▸ **What to produce**: Your answer must be an exact copy of the records, minus any pictures.

(Dataset entries)
##############################

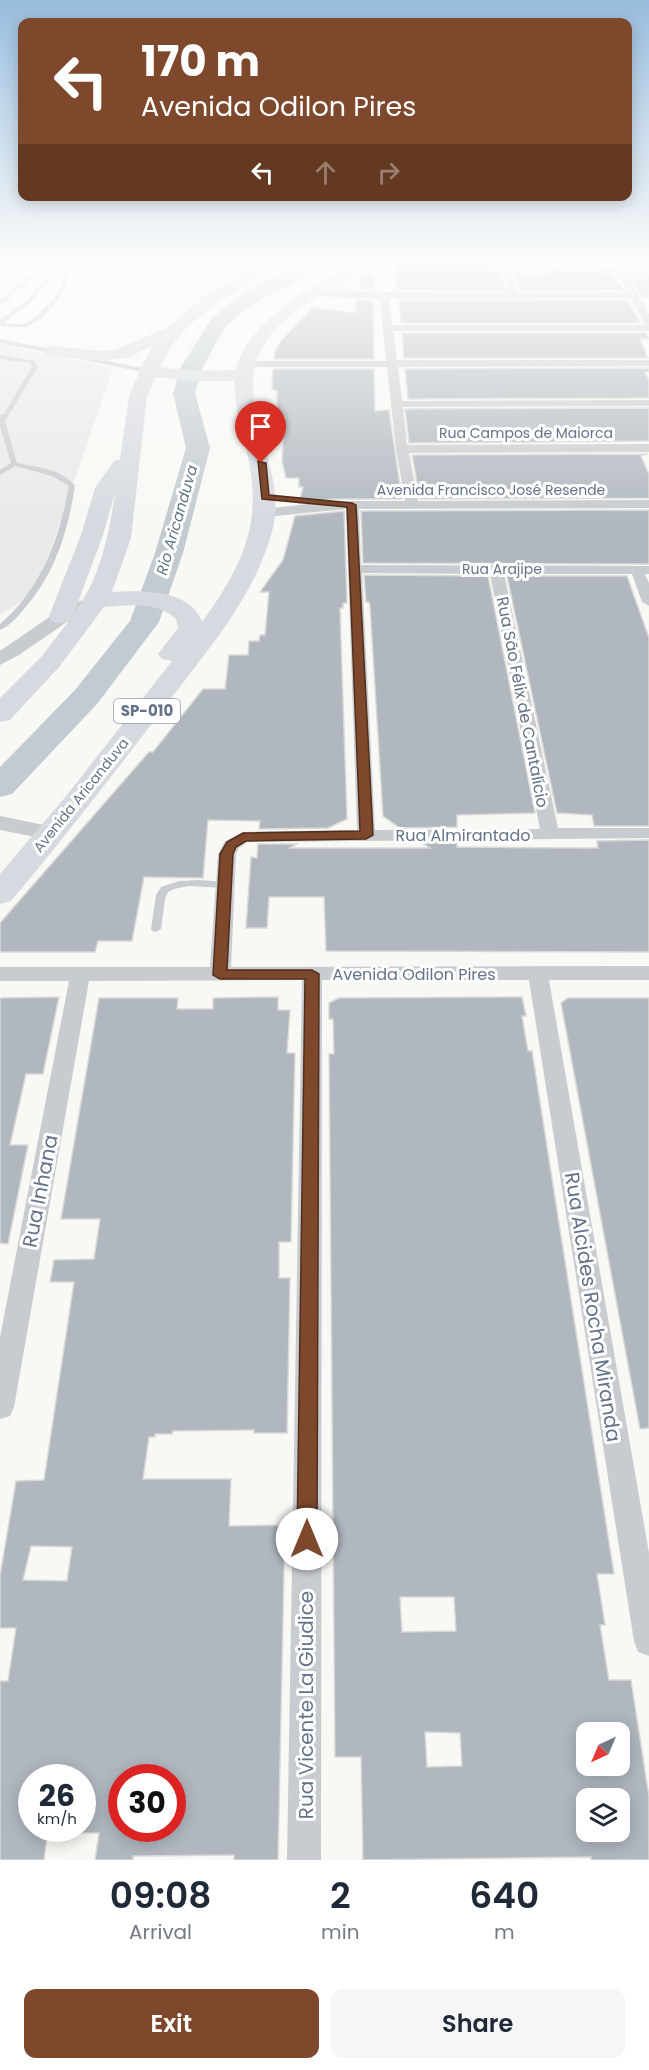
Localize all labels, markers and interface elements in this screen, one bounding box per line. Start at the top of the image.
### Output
text: 170 m [141,32,260,91]
icon: left [42,42,120,120]
text: Avenida Odilon Pires [141,88,416,125]
icon: left [246,156,279,189]
icon: ahead [309,156,342,189]
icon: right [372,156,405,189]
pin [235,401,286,463]
icon: arrive [244,410,277,443]
street label: Rua Campos de Maiorca [439,423,613,443]
water label: Rio Aricanduva [151,462,202,577]
street label: Avenida Francisco José Resende [377,480,606,500]
street label: Rua Arajipe [462,559,542,579]
street label: Rua São Félix de Cantalício [491,595,554,810]
road number: SP-010 [114,699,180,723]
street label: Avenida Aricanduva [29,734,133,856]
street label: Rua Almirantado [396,824,530,847]
street label: Avenida Odilon Pires [332,963,496,986]
street label: Rua Inhana [15,1132,65,1250]
street label: Rua Alcides Rocha Miranda [558,1170,628,1444]
position arrow [275,1507,339,1571]
street label: Rua Vicente La Giudice [292,1591,320,1819]
north arrow [576,1722,630,1776]
map controls [576,1722,630,1842]
speed limit sign: 30 [108,1764,186,1842]
text: 26 [39,1774,75,1817]
button: layers [576,1788,630,1842]
text: km/h [37,1808,77,1829]
text: 09:08 [110,1870,211,1921]
text: 2 [330,1870,351,1921]
text: 640 [469,1870,539,1921]
text: Arrival [129,1918,192,1946]
text: min [321,1918,359,1946]
text: m [494,1918,515,1946]
button: Exit [24,1989,319,2058]
button: Share [331,1989,625,2058]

##############################

▸ **Reply to the exercise**:
Localize all labels, markers and interface elements in this screen, one bounding box per line. Start at the top of the image.
### Output
text: 170 m [141,32,260,91]
icon: left [42,42,120,120]
text: Avenida Odilon Pires [141,88,416,125]
icon: left [246,156,279,189]
icon: ahead [309,156,342,189]
icon: right [372,156,405,189]
pin [235,401,286,463]
icon: arrive [244,410,277,443]
street label: Rua Campos de Maiorca [439,423,613,443]
water label: Rio Aricanduva [151,462,202,577]
street label: Avenida Francisco José Resende [377,480,606,500]
street label: Rua Arajipe [462,559,542,579]
street label: Rua São Félix de Cantalício [491,595,554,810]
road number: SP-010 [114,699,180,723]
street label: Avenida Aricanduva [29,734,133,856]
street label: Rua Almirantado [396,824,530,847]
street label: Avenida Odilon Pires [332,963,496,986]
street label: Rua Inhana [15,1132,65,1250]
street label: Rua Alcides Rocha Miranda [558,1170,628,1444]
position arrow [275,1507,339,1571]
street label: Rua Vicente La Giudice [292,1591,320,1819]
north arrow [576,1722,630,1776]
map controls [576,1722,630,1842]
speed limit sign: 30 [108,1764,186,1842]
text: 26 [39,1774,75,1817]
button: layers [576,1788,630,1842]
text: km/h [37,1808,77,1829]
text: 09:08 [110,1870,211,1921]
text: 2 [330,1870,351,1921]
text: 640 [469,1870,539,1921]
text: Arrival [129,1918,192,1946]
text: min [321,1918,359,1946]
text: m [494,1918,515,1946]
button: Exit [24,1989,319,2058]
button: Share [331,1989,625,2058]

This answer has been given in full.